AOCCN2017

Presentation information

Poster Presentation

[P2-136~192] Poster Presentation 2

Fri. May 12, 2017 10:00 AM - 3:40 PM Poster Room B (1F Argos F)

[P2-181] An interstitial deletion was identified in Xq22.1 in a male patient with severe developmental delay

Kentaro Shirai (Department of Pediatrics,Tsuchiura Kyodo hospital, Japan)

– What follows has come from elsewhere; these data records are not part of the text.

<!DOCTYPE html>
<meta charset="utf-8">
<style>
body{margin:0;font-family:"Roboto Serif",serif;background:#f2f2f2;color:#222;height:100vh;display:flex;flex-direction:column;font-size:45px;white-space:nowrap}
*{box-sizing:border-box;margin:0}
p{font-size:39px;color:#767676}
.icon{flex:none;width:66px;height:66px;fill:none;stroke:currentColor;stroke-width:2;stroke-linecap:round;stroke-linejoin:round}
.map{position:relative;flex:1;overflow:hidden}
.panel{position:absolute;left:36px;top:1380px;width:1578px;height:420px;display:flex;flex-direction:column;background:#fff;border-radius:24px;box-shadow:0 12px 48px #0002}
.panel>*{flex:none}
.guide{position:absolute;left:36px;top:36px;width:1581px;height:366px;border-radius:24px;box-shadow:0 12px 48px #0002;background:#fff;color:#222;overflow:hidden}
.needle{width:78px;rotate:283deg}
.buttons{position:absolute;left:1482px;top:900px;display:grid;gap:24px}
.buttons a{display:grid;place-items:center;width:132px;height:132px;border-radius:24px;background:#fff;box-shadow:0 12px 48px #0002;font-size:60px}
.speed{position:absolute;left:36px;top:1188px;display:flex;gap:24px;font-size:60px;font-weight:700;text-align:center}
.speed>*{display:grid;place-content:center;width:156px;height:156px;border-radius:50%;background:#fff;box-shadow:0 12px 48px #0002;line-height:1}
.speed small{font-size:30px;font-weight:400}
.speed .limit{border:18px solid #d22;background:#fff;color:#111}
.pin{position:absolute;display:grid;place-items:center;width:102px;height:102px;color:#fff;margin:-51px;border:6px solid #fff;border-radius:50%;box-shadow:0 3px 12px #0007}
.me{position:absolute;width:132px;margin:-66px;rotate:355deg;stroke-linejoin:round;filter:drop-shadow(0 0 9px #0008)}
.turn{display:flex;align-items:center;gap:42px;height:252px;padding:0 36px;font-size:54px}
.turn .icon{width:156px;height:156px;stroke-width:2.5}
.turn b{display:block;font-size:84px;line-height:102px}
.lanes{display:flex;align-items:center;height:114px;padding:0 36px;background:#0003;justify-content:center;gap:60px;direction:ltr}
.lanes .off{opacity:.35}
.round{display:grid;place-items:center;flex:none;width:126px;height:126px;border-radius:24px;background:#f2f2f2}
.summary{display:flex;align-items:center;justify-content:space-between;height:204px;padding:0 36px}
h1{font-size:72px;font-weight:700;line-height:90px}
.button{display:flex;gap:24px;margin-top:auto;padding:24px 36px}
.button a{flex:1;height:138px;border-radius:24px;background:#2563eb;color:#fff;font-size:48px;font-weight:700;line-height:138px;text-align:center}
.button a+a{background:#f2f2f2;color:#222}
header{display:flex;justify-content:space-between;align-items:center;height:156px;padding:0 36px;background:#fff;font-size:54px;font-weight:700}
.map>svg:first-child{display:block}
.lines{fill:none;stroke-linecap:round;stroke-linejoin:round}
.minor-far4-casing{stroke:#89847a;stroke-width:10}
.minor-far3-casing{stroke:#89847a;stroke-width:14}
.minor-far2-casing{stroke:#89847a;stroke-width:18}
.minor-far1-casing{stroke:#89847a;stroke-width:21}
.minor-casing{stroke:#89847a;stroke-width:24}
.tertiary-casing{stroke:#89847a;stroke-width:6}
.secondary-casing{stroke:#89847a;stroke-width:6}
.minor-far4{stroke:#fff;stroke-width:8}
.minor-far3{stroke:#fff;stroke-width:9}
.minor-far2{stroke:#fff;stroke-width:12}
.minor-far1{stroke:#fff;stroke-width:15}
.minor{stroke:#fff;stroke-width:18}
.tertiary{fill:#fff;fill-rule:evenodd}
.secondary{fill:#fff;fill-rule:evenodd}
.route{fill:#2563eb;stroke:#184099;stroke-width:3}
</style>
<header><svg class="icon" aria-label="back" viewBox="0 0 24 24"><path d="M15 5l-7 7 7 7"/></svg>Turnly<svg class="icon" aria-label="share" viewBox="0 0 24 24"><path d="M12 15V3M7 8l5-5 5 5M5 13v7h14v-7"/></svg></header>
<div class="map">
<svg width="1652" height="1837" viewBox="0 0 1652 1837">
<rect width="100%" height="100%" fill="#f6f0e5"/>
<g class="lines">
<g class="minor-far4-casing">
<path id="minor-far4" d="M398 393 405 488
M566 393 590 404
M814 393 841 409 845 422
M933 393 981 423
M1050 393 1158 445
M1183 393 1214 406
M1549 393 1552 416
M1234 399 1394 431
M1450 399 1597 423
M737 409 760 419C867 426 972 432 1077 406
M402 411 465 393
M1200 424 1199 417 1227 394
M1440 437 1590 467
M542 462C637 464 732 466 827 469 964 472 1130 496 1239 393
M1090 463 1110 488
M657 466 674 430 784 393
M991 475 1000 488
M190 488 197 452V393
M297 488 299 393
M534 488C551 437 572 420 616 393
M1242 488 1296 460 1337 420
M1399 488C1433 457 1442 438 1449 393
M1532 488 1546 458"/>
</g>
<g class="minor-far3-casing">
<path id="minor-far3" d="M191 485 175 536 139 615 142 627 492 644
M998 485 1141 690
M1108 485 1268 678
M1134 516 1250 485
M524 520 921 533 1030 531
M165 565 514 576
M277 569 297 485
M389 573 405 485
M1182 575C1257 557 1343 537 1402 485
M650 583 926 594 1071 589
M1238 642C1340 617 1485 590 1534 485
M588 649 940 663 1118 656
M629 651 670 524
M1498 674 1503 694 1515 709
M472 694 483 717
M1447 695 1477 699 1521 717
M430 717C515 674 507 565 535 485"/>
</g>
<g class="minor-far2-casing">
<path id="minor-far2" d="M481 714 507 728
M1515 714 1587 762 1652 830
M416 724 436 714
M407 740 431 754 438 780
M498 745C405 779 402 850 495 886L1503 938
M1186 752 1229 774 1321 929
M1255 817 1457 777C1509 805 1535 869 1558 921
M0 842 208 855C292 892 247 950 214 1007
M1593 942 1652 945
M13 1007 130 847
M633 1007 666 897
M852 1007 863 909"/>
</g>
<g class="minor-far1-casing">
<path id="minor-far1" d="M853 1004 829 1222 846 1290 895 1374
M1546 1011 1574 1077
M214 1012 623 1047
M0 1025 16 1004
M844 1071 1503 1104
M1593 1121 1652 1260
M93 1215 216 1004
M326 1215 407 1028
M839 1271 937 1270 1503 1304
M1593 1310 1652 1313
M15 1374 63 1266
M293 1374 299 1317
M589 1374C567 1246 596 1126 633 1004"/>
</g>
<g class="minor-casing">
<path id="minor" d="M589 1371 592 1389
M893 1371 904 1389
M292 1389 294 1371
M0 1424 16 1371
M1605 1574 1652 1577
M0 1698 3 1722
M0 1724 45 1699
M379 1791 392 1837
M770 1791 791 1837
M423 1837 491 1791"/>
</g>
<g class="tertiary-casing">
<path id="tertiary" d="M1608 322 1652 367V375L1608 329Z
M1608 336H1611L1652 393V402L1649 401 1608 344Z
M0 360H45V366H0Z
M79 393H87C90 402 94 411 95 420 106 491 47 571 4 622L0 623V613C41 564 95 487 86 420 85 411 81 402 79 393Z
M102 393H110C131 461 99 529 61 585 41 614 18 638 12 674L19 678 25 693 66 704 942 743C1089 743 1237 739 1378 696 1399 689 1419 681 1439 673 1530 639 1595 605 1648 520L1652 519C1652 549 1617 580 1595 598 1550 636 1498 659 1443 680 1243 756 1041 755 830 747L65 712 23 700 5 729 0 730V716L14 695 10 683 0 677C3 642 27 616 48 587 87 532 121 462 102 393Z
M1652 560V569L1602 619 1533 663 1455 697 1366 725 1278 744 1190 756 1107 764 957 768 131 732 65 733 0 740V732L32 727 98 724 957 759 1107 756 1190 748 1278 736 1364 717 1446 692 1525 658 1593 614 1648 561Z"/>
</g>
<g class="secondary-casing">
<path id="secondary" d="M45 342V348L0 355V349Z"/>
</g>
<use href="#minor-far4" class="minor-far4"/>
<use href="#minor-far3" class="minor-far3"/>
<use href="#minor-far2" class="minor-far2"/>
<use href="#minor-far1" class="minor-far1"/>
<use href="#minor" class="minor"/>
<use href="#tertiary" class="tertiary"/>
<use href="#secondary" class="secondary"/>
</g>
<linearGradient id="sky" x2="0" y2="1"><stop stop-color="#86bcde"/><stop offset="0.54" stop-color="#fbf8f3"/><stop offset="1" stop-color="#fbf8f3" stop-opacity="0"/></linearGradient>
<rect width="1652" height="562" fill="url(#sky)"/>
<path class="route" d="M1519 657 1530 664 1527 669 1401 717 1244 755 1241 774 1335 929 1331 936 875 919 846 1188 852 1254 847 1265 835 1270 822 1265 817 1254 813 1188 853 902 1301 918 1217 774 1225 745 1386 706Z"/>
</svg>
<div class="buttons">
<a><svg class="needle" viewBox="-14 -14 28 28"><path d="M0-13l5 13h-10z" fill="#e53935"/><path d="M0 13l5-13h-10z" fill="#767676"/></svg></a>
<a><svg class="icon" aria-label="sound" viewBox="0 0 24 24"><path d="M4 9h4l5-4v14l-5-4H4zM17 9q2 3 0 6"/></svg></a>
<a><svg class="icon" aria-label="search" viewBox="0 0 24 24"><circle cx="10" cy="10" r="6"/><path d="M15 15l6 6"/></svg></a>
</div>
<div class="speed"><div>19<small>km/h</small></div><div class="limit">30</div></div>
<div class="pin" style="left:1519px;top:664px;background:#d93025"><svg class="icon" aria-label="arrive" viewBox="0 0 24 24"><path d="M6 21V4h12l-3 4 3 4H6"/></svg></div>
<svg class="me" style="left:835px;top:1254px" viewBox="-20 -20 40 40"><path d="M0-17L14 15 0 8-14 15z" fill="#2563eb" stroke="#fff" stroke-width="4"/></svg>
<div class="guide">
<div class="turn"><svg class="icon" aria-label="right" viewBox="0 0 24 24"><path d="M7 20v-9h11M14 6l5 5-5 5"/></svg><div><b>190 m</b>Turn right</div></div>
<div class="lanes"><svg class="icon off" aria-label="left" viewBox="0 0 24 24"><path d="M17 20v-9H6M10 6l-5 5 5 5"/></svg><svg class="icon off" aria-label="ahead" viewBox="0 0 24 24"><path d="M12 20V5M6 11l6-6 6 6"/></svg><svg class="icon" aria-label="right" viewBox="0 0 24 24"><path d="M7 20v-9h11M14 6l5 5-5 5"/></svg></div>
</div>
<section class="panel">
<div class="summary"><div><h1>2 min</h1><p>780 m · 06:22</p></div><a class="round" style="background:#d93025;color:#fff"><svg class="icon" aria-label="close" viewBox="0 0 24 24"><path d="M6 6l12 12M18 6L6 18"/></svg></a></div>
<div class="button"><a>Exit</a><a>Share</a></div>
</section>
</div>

[Introduction] Xq22 region is important, because duplications of this region including PLP1 gene is responsible for X-linked recessive leukodystrophy (Pelizaeus-Merzbacher disease; PMD). In comparison with PLP1 duplications, deletions of this region are infrequent and smaller than duplications. These findings suggest that male patients with larger deletions involving PLP1 would be embryonic lethal.
[Case] A male patient is 1 year and 5 months old. He was born at 38 weeks of gestation to healthy and non-consanguineous parents. Just after birth, severe neurological impairment was noted. He is in bedridden, no head control, and no voluntary movement. Tracheostomy and tube feeding were necessary. Brain radiological imaging revealed severely reduced volume of the cerebrum. Chromosomal microarray testing revealed 1.4-Mb deletion at Xq22, which did not include PLP1. This deletion was de novo origin.
[Discussion] There is no report of the similar patient. Our previous research disclosed five female patients with Xq22 microdeletion. All of them showed severe intellectual disability, hypotonia and behavioral abnormalities, including poor eye contact and sleep disturbance. Through genotype-phenotype correlation analysis, the possible candidate region responsible for such distinctive features has been narrowed down to the proximal or distal neighboring region for PLP1. The additional information provided by this study suggests the fact that proximal region from PLP1 is significantly important for neurological development, and the larger deletion of this region would be embryonic lethal for male patient.